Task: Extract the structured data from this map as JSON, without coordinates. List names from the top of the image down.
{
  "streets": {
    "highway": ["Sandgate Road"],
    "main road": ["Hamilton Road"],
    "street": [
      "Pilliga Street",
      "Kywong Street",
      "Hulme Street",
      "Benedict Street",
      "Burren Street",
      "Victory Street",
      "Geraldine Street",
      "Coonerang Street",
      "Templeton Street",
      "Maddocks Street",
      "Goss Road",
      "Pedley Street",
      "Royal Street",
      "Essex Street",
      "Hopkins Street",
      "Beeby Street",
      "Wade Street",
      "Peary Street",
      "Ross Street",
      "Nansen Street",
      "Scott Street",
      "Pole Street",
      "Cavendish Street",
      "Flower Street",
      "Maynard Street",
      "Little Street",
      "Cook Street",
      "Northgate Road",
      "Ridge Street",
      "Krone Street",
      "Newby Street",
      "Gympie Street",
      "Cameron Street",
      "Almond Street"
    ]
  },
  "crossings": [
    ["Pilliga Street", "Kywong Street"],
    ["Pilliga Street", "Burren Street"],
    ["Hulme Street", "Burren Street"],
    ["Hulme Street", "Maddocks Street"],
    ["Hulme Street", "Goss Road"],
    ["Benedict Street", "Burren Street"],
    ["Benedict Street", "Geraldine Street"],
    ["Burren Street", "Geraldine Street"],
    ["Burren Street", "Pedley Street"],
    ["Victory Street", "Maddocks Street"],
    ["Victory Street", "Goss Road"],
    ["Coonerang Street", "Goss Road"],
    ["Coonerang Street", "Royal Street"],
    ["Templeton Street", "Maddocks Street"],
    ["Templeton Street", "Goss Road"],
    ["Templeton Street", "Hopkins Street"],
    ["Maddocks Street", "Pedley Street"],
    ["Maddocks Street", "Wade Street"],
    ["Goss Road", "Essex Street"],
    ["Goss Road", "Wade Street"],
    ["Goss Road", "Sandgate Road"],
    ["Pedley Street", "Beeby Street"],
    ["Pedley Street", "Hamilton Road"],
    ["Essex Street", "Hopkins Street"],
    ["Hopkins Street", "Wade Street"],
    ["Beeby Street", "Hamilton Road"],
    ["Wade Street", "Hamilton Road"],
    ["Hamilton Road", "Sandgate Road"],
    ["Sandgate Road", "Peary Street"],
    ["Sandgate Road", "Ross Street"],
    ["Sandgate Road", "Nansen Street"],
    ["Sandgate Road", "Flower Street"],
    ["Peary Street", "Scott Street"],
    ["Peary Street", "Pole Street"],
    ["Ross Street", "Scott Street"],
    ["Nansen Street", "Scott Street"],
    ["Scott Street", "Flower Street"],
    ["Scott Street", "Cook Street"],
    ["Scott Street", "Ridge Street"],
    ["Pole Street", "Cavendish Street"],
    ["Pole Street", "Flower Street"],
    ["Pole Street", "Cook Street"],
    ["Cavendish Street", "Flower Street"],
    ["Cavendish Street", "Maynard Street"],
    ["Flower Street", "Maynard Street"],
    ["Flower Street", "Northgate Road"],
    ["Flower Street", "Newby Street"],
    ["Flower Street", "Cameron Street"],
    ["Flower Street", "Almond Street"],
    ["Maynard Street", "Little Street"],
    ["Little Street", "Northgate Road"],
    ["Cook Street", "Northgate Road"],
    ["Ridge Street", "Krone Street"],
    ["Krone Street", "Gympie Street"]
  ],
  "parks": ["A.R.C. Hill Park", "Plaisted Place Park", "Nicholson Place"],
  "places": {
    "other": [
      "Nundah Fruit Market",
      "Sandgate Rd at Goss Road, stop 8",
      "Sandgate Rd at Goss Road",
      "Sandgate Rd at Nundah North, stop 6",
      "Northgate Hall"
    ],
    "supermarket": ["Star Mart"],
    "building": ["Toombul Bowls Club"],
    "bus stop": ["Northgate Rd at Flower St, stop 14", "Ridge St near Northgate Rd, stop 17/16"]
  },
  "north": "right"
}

* [TASK DETAILS]: Look through the entries and return every line where "Kywong" appears.

* [TASK RESULT]:
      "Kywong Street",
    ["Pilliga Street", "Kywong Street"],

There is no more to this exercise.